Aim of the task> Copy out all lines of the records in which the word "fabs" appears.

>>

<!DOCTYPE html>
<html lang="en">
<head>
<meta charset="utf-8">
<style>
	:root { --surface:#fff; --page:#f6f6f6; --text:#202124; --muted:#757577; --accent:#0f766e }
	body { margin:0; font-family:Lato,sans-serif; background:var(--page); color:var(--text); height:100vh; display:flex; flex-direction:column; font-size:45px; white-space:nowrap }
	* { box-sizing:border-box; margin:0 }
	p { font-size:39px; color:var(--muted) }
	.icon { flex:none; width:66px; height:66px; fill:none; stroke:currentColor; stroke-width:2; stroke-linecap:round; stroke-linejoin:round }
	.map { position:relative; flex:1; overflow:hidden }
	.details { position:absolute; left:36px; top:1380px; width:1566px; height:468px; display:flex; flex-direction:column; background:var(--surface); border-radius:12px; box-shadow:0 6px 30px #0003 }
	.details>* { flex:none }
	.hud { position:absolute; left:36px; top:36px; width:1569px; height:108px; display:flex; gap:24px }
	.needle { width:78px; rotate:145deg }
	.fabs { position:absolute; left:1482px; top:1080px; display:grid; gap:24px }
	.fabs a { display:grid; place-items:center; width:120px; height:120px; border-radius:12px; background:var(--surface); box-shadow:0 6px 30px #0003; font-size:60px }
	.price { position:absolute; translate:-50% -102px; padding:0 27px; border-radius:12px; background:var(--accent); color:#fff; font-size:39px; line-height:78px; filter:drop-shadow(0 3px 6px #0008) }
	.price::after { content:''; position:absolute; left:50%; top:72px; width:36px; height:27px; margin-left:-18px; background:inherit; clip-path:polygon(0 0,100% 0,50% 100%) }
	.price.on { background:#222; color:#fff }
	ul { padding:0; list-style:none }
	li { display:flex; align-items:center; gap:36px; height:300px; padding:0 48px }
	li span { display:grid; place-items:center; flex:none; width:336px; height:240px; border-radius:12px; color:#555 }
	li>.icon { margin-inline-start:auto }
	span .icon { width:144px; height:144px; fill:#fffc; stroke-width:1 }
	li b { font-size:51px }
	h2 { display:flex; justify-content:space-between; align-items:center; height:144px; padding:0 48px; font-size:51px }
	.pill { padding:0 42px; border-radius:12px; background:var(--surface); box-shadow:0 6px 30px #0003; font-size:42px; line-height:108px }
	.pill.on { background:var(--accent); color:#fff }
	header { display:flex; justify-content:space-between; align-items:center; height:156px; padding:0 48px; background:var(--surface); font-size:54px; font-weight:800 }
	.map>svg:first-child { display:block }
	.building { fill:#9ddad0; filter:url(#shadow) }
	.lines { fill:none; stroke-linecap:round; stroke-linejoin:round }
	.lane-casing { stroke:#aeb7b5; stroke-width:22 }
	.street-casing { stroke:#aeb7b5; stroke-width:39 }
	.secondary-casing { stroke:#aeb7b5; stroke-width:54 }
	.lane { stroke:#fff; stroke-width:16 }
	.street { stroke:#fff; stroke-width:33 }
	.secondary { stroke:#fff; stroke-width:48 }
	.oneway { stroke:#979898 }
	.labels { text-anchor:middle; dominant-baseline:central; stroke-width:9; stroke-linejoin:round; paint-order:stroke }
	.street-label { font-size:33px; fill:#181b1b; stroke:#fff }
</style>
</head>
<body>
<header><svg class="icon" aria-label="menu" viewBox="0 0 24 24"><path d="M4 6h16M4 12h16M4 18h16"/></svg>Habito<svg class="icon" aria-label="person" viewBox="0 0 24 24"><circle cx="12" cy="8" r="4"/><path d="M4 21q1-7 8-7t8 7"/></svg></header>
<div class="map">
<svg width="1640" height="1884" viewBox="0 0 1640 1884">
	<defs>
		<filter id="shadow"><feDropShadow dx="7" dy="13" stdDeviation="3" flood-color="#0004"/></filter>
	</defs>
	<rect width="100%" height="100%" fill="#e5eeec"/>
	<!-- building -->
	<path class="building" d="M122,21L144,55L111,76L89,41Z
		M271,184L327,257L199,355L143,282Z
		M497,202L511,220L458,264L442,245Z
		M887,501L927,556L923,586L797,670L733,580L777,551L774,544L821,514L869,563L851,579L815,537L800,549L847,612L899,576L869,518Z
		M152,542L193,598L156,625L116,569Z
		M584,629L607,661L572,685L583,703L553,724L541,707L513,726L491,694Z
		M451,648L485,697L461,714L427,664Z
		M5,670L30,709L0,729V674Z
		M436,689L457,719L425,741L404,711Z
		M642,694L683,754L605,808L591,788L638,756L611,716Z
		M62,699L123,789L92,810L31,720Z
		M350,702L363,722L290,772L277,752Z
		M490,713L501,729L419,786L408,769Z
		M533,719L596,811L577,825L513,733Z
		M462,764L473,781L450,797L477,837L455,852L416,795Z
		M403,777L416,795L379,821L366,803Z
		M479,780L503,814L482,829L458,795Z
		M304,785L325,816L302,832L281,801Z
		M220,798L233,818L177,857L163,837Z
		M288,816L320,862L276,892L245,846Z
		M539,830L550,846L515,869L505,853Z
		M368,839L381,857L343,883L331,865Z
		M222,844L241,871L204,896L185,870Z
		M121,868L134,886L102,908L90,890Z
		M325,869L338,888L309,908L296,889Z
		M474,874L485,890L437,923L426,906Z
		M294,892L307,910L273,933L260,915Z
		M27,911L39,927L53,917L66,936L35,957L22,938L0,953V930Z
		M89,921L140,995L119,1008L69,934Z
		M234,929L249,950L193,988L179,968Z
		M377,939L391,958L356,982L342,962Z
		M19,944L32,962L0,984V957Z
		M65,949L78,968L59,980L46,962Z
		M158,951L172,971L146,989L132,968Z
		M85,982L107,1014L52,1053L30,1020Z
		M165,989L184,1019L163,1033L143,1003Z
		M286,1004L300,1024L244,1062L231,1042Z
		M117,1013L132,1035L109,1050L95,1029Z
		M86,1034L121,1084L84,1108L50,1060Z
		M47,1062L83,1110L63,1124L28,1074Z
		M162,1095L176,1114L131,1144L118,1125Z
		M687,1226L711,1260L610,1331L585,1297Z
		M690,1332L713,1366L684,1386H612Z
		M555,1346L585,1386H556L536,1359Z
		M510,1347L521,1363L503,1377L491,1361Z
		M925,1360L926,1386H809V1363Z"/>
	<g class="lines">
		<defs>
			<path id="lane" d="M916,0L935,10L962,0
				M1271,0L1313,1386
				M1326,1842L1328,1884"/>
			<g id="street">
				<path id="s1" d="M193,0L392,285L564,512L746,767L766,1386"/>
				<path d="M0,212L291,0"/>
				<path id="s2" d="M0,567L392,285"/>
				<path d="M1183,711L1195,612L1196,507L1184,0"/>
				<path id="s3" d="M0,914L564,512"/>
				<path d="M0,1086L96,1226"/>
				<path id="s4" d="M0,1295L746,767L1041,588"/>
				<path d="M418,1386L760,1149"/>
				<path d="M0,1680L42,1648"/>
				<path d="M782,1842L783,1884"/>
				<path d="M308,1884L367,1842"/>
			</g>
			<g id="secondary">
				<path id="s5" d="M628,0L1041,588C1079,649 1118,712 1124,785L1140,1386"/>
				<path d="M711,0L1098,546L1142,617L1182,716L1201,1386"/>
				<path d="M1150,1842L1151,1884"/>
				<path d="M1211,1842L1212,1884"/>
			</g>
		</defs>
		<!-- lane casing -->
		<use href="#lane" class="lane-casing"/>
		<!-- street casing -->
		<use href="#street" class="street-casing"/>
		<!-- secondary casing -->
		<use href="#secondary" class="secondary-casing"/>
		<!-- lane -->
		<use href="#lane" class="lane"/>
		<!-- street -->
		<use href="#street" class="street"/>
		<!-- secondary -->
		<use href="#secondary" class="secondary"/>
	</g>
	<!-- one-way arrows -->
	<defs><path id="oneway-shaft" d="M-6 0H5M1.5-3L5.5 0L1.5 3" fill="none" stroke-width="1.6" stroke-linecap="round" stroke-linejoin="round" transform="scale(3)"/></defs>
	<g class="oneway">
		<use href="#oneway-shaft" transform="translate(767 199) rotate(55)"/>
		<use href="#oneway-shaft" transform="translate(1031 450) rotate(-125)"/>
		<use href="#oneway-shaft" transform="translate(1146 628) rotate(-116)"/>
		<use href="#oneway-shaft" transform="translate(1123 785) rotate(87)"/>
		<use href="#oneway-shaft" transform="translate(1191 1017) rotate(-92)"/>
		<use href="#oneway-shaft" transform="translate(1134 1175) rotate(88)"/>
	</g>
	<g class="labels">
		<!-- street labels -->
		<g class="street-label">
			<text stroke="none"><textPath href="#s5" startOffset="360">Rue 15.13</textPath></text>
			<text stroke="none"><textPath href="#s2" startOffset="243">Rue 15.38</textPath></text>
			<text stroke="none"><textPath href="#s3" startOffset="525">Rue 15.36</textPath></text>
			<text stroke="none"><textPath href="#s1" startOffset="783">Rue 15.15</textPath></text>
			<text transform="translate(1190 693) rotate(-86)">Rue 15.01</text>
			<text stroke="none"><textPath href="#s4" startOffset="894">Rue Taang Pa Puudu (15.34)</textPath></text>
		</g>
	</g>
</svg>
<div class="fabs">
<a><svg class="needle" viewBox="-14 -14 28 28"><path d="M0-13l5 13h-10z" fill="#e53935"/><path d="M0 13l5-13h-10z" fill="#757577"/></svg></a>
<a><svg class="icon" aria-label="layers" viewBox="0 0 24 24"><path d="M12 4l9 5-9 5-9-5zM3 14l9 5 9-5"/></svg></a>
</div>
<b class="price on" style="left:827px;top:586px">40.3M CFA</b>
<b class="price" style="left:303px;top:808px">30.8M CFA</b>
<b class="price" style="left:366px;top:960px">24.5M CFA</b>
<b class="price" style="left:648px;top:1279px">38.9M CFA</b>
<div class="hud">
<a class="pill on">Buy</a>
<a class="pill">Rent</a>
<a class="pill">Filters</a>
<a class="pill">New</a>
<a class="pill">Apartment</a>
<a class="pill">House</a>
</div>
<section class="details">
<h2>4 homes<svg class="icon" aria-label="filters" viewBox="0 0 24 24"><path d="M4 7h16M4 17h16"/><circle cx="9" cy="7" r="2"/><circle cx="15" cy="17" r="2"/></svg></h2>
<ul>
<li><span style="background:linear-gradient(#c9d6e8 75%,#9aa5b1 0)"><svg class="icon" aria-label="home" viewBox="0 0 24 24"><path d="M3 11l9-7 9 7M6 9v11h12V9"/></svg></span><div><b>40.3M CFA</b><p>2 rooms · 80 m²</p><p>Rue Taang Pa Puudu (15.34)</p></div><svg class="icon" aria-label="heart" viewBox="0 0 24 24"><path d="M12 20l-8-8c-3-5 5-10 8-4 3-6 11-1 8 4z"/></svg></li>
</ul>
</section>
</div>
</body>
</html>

<<

Task response>
	.fabs { position:absolute; left:1482px; top:1080px; display:grid; gap:24px }
	.fabs a { display:grid; place-items:center; width:120px; height:120px; border-radius:12px; background:var(--surface); box-shadow:0 6px 30px #0003; font-size:60px }
<div class="fabs">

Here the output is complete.